RAW DATA section start

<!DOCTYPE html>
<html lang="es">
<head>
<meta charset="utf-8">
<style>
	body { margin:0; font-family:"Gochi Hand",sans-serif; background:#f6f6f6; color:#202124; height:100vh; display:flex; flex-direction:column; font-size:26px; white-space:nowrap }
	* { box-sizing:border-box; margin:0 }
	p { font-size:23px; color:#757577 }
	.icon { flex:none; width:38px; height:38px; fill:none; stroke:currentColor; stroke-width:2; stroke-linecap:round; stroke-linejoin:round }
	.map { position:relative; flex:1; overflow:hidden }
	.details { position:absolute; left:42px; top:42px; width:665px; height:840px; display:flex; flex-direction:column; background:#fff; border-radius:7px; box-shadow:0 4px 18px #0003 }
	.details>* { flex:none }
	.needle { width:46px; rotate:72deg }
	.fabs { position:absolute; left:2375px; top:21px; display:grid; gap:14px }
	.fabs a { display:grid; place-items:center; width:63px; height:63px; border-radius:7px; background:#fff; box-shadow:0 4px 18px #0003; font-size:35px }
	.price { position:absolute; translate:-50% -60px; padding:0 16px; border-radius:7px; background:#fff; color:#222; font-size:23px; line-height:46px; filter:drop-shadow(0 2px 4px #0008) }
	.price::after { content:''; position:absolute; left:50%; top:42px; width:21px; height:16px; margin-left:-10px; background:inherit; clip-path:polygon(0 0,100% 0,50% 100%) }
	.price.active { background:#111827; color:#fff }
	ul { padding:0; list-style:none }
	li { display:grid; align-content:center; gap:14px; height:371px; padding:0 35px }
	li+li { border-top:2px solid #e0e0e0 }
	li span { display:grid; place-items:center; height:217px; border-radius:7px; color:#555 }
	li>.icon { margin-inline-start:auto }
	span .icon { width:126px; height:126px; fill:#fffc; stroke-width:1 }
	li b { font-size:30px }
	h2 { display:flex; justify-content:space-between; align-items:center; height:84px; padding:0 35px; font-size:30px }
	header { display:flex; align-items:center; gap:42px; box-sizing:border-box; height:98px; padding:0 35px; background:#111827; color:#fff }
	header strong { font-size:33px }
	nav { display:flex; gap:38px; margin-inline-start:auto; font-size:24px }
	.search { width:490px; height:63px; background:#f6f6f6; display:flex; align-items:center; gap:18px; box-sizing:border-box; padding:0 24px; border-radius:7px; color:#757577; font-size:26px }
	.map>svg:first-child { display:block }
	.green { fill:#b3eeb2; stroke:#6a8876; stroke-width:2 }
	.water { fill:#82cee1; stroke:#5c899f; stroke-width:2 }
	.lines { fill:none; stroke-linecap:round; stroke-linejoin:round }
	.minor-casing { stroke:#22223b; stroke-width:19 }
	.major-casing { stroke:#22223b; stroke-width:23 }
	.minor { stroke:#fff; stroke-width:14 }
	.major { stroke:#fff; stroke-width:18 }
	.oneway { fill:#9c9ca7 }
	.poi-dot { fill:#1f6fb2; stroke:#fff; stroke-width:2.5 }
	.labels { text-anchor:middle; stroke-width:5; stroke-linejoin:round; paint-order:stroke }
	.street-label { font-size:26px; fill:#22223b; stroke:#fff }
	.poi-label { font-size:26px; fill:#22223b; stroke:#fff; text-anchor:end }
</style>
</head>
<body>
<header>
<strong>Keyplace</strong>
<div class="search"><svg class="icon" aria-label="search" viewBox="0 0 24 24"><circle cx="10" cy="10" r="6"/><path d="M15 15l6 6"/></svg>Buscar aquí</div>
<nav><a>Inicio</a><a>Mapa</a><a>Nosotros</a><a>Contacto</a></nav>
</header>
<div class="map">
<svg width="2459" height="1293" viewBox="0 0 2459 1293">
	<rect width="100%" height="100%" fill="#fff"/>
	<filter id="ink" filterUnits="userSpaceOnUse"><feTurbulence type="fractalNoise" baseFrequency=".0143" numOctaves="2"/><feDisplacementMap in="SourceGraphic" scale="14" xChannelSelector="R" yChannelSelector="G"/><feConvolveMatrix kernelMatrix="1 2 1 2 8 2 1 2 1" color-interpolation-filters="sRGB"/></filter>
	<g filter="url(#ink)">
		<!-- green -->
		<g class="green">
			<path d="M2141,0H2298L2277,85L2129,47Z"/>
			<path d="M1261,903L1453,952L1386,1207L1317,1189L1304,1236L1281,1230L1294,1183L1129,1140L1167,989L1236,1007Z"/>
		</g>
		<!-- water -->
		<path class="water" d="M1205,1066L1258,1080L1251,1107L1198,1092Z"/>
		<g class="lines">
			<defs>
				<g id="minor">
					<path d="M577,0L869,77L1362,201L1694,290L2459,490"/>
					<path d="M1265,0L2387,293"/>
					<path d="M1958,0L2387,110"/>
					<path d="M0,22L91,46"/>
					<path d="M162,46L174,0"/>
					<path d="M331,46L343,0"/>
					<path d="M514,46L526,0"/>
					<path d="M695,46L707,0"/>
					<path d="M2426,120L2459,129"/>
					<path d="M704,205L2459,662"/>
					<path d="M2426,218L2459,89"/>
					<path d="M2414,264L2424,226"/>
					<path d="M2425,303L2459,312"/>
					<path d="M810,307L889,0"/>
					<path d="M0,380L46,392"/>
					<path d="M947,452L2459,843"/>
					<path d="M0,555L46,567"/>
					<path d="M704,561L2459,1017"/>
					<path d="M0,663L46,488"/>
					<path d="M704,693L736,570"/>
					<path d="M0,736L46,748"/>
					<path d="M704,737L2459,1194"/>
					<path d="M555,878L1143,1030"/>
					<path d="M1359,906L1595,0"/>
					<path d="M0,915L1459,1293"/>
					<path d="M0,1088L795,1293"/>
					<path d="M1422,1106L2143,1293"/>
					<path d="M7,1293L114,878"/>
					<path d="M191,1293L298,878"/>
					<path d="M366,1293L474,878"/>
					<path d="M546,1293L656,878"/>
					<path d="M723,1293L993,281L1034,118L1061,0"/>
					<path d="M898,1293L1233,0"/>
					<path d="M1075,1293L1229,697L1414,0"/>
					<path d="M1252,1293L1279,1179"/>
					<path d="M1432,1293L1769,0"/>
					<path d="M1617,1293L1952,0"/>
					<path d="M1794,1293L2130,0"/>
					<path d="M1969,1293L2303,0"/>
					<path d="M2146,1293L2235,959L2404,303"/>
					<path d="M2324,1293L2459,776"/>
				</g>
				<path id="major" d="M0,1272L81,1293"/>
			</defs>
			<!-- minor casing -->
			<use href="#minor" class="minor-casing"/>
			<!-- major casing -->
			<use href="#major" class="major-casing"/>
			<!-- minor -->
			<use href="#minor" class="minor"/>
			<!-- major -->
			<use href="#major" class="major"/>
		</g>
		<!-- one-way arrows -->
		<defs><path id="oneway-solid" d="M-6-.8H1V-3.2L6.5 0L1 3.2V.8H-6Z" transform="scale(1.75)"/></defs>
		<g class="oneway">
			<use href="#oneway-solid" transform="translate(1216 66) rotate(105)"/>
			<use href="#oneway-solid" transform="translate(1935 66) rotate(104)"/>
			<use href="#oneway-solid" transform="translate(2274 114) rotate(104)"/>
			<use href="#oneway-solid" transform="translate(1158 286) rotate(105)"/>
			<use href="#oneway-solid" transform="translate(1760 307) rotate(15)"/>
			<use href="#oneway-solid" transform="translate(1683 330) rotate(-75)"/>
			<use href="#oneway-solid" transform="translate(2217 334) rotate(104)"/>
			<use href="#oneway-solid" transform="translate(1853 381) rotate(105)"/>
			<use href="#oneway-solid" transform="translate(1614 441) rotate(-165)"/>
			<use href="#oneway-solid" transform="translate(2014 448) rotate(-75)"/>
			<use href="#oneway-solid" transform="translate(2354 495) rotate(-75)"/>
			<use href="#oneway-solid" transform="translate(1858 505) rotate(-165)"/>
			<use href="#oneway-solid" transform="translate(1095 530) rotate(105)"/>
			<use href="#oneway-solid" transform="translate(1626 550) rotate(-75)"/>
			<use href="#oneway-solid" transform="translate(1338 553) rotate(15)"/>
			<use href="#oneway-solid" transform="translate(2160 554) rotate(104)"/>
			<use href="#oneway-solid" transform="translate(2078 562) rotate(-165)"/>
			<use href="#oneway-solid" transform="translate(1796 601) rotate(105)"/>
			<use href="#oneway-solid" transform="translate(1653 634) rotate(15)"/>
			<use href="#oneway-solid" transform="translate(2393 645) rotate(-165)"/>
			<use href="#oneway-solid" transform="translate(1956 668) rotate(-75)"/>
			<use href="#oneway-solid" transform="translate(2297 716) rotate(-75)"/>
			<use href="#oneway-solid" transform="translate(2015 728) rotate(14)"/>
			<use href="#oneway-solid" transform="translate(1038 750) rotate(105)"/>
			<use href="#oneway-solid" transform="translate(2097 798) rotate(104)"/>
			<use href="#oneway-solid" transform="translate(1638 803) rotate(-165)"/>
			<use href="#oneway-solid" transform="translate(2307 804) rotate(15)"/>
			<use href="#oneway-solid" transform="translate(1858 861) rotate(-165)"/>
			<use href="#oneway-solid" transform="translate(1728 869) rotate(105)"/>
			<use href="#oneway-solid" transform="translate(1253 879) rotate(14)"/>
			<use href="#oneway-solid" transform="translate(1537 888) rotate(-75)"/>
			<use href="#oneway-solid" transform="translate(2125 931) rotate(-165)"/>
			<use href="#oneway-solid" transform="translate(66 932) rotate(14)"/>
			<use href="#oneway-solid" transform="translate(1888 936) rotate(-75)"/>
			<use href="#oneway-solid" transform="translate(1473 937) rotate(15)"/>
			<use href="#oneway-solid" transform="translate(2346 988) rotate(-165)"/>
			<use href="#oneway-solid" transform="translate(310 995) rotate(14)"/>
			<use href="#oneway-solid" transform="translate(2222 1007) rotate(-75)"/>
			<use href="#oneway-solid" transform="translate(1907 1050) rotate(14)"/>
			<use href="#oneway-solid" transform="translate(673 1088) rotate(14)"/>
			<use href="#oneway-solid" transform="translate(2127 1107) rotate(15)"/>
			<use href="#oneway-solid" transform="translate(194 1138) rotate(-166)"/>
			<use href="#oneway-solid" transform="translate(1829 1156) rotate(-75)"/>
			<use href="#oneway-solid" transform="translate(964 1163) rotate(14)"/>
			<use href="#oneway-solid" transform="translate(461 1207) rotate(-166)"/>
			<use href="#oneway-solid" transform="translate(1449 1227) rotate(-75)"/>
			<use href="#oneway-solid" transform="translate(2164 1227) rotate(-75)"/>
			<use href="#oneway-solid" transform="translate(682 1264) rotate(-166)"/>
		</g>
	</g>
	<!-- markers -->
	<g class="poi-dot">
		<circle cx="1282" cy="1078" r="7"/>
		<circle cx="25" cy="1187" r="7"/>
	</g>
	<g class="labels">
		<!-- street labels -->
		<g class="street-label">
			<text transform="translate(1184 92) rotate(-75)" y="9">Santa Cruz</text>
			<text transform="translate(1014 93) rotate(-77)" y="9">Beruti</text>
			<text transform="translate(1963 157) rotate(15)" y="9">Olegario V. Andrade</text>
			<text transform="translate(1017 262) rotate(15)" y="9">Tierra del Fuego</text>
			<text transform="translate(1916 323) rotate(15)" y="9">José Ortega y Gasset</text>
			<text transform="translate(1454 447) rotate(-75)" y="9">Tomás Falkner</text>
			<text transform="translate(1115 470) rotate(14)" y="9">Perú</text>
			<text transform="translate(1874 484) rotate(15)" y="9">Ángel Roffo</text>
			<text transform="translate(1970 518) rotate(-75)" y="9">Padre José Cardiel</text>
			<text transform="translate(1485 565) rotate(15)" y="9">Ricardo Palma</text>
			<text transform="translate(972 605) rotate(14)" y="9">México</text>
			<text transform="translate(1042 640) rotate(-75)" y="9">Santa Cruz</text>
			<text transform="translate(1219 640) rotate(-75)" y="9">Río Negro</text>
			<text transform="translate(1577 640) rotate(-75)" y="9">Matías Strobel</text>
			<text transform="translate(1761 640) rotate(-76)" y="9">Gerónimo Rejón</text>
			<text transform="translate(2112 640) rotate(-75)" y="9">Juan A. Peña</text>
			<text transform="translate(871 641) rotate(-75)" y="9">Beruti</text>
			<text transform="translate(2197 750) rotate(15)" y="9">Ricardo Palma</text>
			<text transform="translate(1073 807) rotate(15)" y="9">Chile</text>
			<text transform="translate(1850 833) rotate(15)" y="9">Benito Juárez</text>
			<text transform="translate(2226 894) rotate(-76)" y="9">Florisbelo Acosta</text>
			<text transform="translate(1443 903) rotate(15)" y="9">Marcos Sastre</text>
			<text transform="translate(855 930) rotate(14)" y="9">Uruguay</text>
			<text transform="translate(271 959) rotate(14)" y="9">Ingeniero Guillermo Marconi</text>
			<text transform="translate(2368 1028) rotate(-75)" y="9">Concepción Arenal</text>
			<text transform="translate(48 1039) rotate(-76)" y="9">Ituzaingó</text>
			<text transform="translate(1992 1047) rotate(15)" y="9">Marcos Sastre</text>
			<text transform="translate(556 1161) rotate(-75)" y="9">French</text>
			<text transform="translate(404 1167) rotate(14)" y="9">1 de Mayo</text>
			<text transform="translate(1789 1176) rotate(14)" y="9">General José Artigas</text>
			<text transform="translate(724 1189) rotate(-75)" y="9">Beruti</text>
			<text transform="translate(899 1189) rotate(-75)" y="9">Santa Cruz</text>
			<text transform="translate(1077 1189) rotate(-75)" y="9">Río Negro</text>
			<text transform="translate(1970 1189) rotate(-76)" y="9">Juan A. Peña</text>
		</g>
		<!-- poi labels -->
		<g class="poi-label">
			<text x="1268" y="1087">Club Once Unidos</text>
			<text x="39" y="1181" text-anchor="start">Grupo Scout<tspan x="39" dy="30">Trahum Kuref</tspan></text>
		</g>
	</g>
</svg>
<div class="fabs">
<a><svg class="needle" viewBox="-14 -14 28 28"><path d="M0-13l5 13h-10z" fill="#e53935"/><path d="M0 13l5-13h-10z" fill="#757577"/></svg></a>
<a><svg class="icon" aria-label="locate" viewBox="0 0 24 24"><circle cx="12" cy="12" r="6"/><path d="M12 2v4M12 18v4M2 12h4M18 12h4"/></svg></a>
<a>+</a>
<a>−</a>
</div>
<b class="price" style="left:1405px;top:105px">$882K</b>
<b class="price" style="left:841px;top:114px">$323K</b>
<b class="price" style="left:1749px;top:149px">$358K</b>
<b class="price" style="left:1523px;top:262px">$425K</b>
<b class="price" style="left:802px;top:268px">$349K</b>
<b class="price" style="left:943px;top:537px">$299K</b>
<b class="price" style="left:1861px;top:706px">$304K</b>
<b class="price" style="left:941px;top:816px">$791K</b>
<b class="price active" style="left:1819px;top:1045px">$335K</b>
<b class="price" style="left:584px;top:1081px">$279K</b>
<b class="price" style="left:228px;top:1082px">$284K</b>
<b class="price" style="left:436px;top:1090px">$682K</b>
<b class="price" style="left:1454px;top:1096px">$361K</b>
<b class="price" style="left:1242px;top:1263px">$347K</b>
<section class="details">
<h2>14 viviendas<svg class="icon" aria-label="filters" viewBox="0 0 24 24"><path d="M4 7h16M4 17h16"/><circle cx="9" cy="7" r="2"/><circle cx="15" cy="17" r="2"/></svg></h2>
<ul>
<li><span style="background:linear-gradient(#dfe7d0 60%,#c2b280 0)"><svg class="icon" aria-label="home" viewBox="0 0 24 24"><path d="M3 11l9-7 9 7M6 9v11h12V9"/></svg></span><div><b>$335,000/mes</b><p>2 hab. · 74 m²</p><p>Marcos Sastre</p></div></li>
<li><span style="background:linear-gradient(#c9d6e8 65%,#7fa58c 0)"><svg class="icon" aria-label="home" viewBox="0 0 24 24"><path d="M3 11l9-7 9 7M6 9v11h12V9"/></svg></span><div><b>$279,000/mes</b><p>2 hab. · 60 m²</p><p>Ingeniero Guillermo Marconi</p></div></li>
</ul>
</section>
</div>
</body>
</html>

RAW DATA section end

ASSIGNMENT: Copy every line of the listing containing the string "none".

TASK ANSWER:
	.icon { flex:none; width:38px; height:38px; fill:none; stroke:currentColor; stroke-width:2; stroke-linecap:round; stroke-linejoin:round }
	.details>* { flex:none }
	ul { padding:0; list-style:none }
	.lines { fill:none; stroke-linecap:round; stroke-linejoin:round }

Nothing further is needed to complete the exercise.